Au-delà des « Espaces publics européens » (autrefois appelés « Maisons de l’Europe » qui visent à rassembler ces 2 réseaux dans un même lieu et à coordonner leurs activités, une communication conjointe pourrait être envisagée. Dans ce cadre, une agence de communication recrute actuellement à titre exploratoire, des potentiels « social media & community managers » qui seraient communs aux Représentations et aux Bureaux.

Ainsi, des initiatives pour accomplir une mutualisation des moyens – au niveau des ressources budgétaires (campagne commune) ou humaines (social media & community manager) – semblent timidement se dessiner.

Professionnalisation de la communication européenne : qui communique sur l’Europe ?

Lors d’une conférence le 19 novembre 2012 au Bureau d’information du Parlement européen à Paris, les étudiants en communication de la Sorbonne et de l’Université Paris-Est Créteil ont souhaité réfléchir à la « professionnalisation » de la communication européenne. Y a-t-il création d’une identité commune et/ou d’un cadre de référence commun aux acteurs européens qui communiquent sur et pour l’Europe ?

Les communicants européens : quelles trajectoires professionnelles au sein des institutions européennes ?

L’UE est l’une des rares institutions publiques a organisé, depuis 2007 – dans le prolongement de la création de la DG COMM au sein de la Commission européenne – des recrutements sur concours spécifiquement dédiés aux spécialistes de la communication.

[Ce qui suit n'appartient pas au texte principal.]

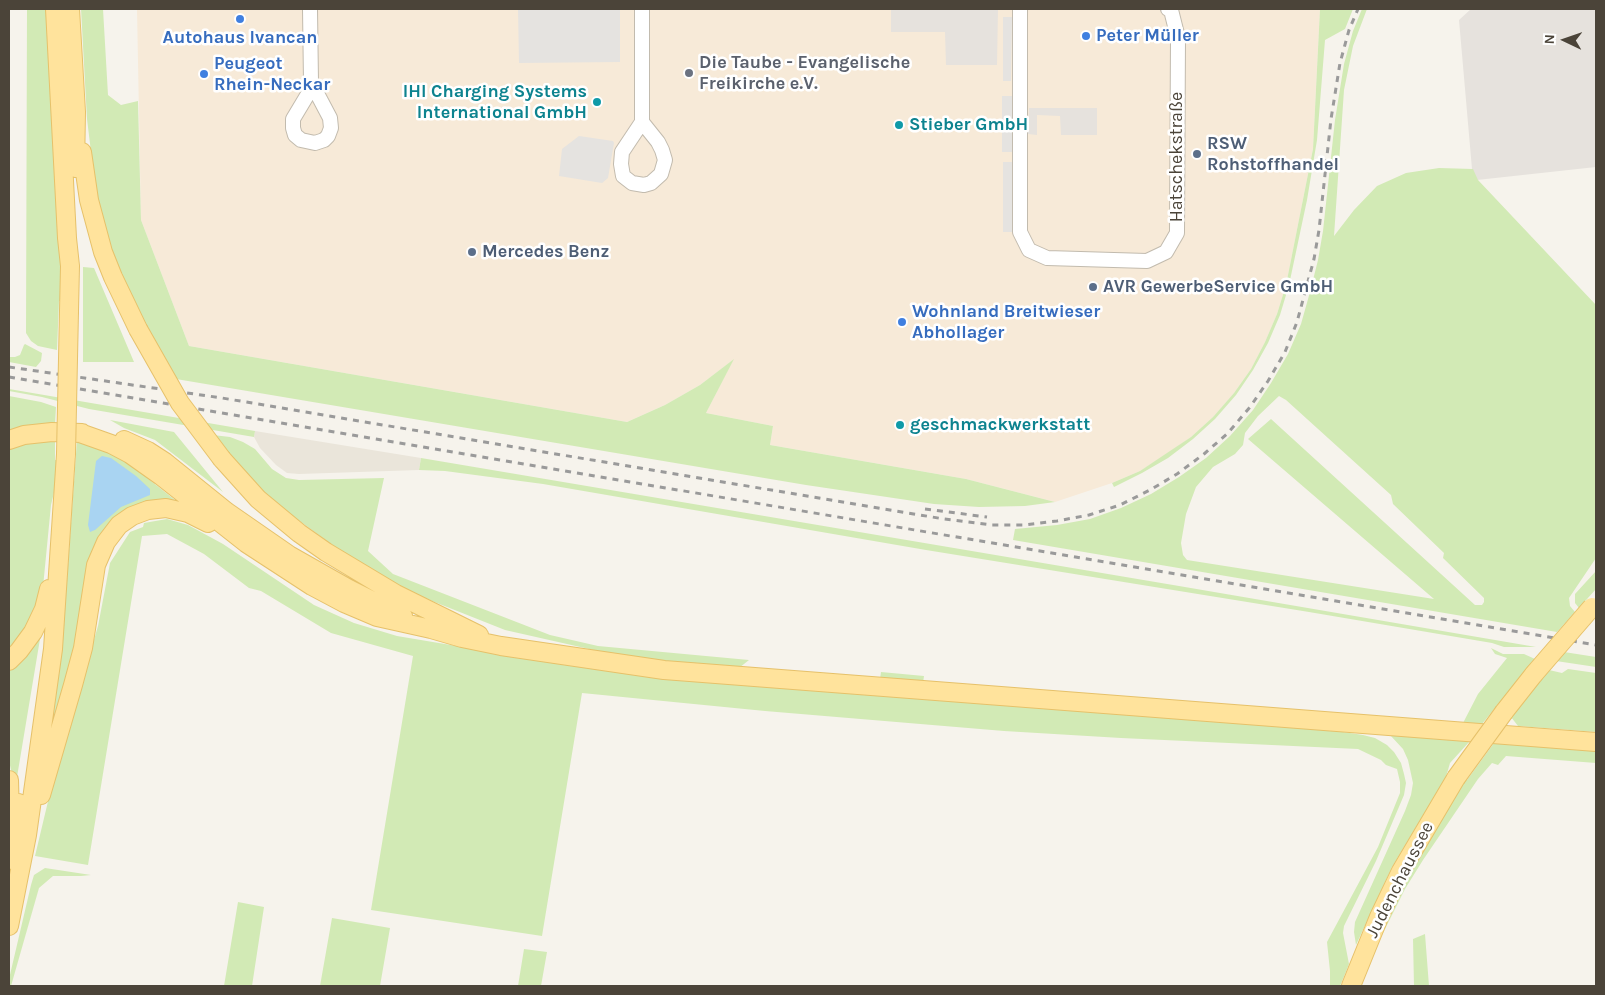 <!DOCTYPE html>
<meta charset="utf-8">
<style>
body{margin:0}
#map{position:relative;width:1605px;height:995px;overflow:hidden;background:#f6f3ec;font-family:Karla,sans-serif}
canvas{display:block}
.frame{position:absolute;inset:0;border:10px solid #4b4439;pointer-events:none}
.north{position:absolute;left:1540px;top:15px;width:50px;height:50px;-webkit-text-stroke:4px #fff;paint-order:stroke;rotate:273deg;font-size:14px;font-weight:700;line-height:20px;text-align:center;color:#4b4439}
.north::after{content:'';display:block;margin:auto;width:18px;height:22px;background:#4b4439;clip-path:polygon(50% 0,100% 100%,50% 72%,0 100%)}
</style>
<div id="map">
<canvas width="1605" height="995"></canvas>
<div class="frame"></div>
<div class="north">N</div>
</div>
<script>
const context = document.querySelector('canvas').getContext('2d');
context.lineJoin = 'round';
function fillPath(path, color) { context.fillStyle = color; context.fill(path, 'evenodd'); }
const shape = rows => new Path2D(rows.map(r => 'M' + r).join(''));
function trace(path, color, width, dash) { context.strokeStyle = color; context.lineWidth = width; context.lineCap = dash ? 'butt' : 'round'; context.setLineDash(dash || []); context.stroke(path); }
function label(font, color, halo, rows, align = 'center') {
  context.font = font + ' Karla,sans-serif'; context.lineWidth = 5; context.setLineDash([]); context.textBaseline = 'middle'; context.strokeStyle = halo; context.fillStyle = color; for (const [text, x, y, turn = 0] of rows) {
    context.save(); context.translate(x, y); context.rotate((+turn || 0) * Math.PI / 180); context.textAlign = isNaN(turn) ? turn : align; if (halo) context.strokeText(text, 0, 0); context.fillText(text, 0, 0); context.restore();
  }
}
const residential = shape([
 [255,431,421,458,419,470,299,474,287,473,276,465,260,448,254,437]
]);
const commercial = shape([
 [137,9,1320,9,1313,149,1286,285,1277,314,1265,342,1251,369,1234,393,1213,417,1191,437,1166,455,1140,471,1112,483,1055,502,966,479,770,445,773,426,706,413,733,360,700,385,665,405,627,422,189,346,141,220]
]);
const industrial = shape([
 [891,9,998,9,997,65,946,65,945,32,891,32],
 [1471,9,1596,9,1596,167,1477,180,1472,169,1459,20],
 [1029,108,1097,108,1097,135,1061,135,1060,116,1037,115,1037,135,1028,134]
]);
const green = shape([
 [27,9,48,9,60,242,60,301,59,301,57,350,38,346,31,341,26,333],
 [81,9,103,9,108,95,121,105,138,101,141,220,189,346,627,422,665,405,700,385,734,359,706,413,773,426,770,445,966,479,1055,502,1025,506,979,507,934,504,806,485,176,379,158,352,113,256,96,193,87,119],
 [1320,9,1353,9,1345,29,1325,40,1317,140,1307,200,1289,285,1280,315,1268,343,1253,370,1236,395,1215,419,1193,439,1168,458,1142,473,1114,487,1112,483,1140,471,1191,437,1213,417,1234,393,1251,369,1265,342,1277,314,1286,285,1313,149],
 [1362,9,1367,9,1353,46,1344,90,1334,236,1354,210,1377,186,1406,173,1439,168,1473,169,1478,180,1596,305,1596,558,1569,598,1570,606,1575,612,1557,632,1013,540,1015,529,1057,525,1090,519,1121,508,1151,494,1179,477,1206,458,1230,436,1253,410,1271,383,1288,354,1301,324,1310,292,1318,260,1323,231,1335,120,1344,64,1353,31],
 [1279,396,1286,400,1391,495,1393,504,1444,553,1443,558,1484,598,1484,602,1482,605,1475,605,1271,419,1248,439,1434,599,1187,560,1183,555,1181,543,1186,514,1196,487,1213,467,1235,454,1243,445,1245,433,1258,416],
 [83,267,94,268,134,362,83,362],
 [25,344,42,353,41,361,36,367,9,362,9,357,15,357,20,355,24,345],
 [9,389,255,431,254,437,89,409,42,397,9,391],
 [9,396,41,402,56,407,55,425,9,432],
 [110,420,174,432,223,492,155,440,124,428],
 [213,435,230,437,243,442,255,449,272,469,286,478,299,480,384,478,368,551,393,574,550,635,598,646,749,660,739,668,666,661,598,651,505,630,432,601,401,587,355,560,331,544,282,508,264,493,245,473],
 [55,439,55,460,58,460,56,484,51,505,43,587,27,628,9,651,9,449,21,445],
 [77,440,128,458,146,477,185,508,125,512,75,647,50,738,54,684,67,579],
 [421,458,1179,586,1536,647,1504,647,1492,643,1309,612,926,550,543,484,445,471,419,470],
 [167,519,188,525,223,544,314,605,354,623,397,636,588,668,685,679,1304,726,1363,735,1375,738,1387,745,1394,752,1401,763,1404,774,1406,783,1404,795,1376,861,1344,926,1343,933,1349,964,1345,974,1340,986,1330,986,1330,971,1327,942,1378,847,1400,793,1400,782,1397,769,1386,765,1381,760,1358,749,1121,738,1004,731,765,711,582,693,542,936,371,910,413,656,331,633,261,591,249,588,204,554,167,534,142,536,88,865,35,856,55,772,98,626,110,563,130,532,143,527,144,523],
 [1596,571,1596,589,1579,608,1575,603,1575,594],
 [41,633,16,783,14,783,9,761,9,668],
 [1491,648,1503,654,1524,654,1535,659,1482,724,1463,723,1478,694,1507,658,1495,654],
 [1564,652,1596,657,1596,667,1556,661],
 [1568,669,1596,673,1596,732,1518,726,1511,717,1549,670,1562,673],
 [881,672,924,676,923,683,880,679],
 [1390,735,1470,741,1450,763,1446,777,1392,867,1356,945,1354,932,1355,922,1405,811,1411,795,1413,783,1408,760,1403,749],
 [1494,743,1596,750,1596,763,1506,756,1498,765,1492,763,1478,779,1423,860,1405,889,1370,959,1392,902,1464,780,1467,780],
 [45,868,91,875,81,876,53,876,39,888,11,986,9,986,9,979,31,885,34,875],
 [238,902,264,907,252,986,224,986],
 [332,918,390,928,380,986,320,986],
 [1425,934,1429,986,1414,986,1413,939],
 [524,949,547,952,541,986,518,986]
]);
const parking = shape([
 [518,9,620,9,620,62,519,63],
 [1003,17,1012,17,1011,81,1003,81],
 [1002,96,1012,96,1012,152,1002,152],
 [579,136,613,141,614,143,608,178,602,183,559,176,562,149],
 [1003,162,1012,162,1012,232,1003,232]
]);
const water = shape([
 [102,456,111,458,136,476,150,489,150,495,121,507,95,530,90,532,88,525,96,461]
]);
const minor = shape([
 [310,9,311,82,308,94,293,119,293,128,295,135,301,140,315,143,324,140,328,136,331,128,330,118,311,82],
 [1020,9,1020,232,1029,250,1047,258,1147,261,1166,252,1177,233,1178,38,1171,10,1168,9],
 [642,122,658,142,662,150,665,160,661,174,651,183,644,185,632,183,623,176,621,164,622,152,642,122,642,9]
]);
const major = shape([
 [55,9,67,238,70,266,69,311],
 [70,9,76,112,75,168],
 [82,152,89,200,103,252,113,277,138,329],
 [80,433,111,444,130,454,161,476,246,543,312,586,344,603,377,617,431,629,462,638,501,646,664,670,1596,742],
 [9,440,24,435,52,432,82,433],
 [124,440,148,451,165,462,227,512,289,555,349,589,403,616],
 [222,459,258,499,299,533,326,552,396,594,479,635],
 [9,661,19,651,33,632,44,609,49,589],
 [1504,712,1534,674],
 [9,780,10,817],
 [41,795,73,685,83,648,96,565,106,542,119,525,132,516,148,510,166,508,188,513,208,523],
 [9,860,19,803],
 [9,926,27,835,53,649,66,454],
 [1351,986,1379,917,1401,871,1456,778]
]);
const rail = shape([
 [9,367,222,398,944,519,992,525,1024,525,1057,521,1089,515,1120,505,1150,490,1177,474,1204,454,1228,433,1250,407,1268,381,1285,352,1297,322,1314,259,1319,230,1331,119,1340,63,1349,30,1358,9],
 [9,377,1596,645],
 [925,509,987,517]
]);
const majorBridge = shape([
 [138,329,180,403,222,459],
 [66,454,69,311],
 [1534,674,1592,607],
 [1456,778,1504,712]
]);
const markers = [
 [240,19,5,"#3f7fe0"],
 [1086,36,5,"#3f7fe0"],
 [689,73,5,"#6b7280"],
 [204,74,5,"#3f7fe0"],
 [597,102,5,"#0f9aa8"],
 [899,125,5,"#0f9aa8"],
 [1197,154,5,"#5c6f8a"],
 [472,252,5,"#5c6f8a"],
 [1093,287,5,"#5c6f8a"],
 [902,322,5,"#3f7fe0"],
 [900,425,5,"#0f9aa8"]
];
const shopNames = [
 ["Peter Müller",1096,36],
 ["Autohaus Ivancan",240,38,"center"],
 ["Peugeot",214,64],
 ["Rhein-Neckar",214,85],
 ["Wohnland Breitwieser",912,312],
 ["Abhollager",912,333]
];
const worshipNames = [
 ["Die Taube - Evangelische",699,63],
 ["Freikirche e.V.",699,84]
];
const cultureNames = [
 ["IHI Charging Systems",587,92,"right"],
 ["International GmbH",587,113,"right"],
 ["Stieber GmbH",909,125],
 ["geschmackwerkstatt",910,425]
];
const serviceNames = [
 ["RSW",1207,144],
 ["Rohstoffhandel",1207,165],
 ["Mercedes Benz",482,252],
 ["AVR GewerbeService GmbH",1103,287]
];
const streetNames = [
 ["Hatschekstraße",1177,157,-90],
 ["Judenchaussee",1400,880,-63]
];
fillPath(residential, '#eae5da');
fillPath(commercial, '#f7ead8');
fillPath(industrial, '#e6e2dd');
fillPath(green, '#d2eab5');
fillPath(parking, '#e5e3e0');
fillPath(water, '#a9d4f2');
trace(minor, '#c2bbae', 16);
trace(major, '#e6c16a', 20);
trace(minor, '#fff', 14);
trace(major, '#ffe39c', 18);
trace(rail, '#9a9a9a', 3, [6, 6]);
trace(majorBridge, '#e6c16a', 20, []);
trace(majorBridge, '#ffe39c', 18);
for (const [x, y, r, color] of markers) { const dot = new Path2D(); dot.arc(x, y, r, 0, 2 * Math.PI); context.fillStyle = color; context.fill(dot); trace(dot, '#fff', 2); }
label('bold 18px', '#366cbe', '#fff', shopNames, 'left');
label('bold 18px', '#5b616d', '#fff', worshipNames, 'left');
label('bold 18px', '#0d838f', '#fff', cultureNames, 'left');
label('bold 18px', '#4e5e75', '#fff', serviceNames, 'left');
label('18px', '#4b4439', '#fff', streetNames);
</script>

Au-delà de l’observation des profils académiques et professionnels (formations, diplômes, background professionnels), assiste-on à la construction éventuelle d’une identité professionnelle des communicants institutionnels européens, voire à l’émergence d’une conscience commune, d’un sentiment d’appartenance à un métier spécifique au niveau européen ?

Tom De Smedt, Administrateur à la Direction communication, presse et évènements et au Secrétariat général du Comité des régions propose une analyse SWOT des communicants européens :

  • Atouts : nombre, mobilité professionnelle, profil, culture bruxelloise et bureaucratie formalisée ;
  • Faiblesses : position hiérarchique de la communication, mentalité en “silo” (entre et dans les institutions), manque de “leadership” de la communication et d’une stratégie commune, politique de recrutement et de carrière, manque d’innovation et d’interaction externe, externalisation de la communication, peu de résultats visibles à court terme et manque d’une mémoire commune ;
  • Opportunités : priorités interinstitutionnelles, réseaux formels et informels, professionnalisation de la communication publique, volontarisme des communicants, avec des projets “bottom-up” et la crise de l’UE ;
  • Menaces : économies budgétaires et personnelles, opinion publique contre l’« eurocratie », évolution intergouvernementale de l’UE, élections européennes en 2014: politisation de la communication.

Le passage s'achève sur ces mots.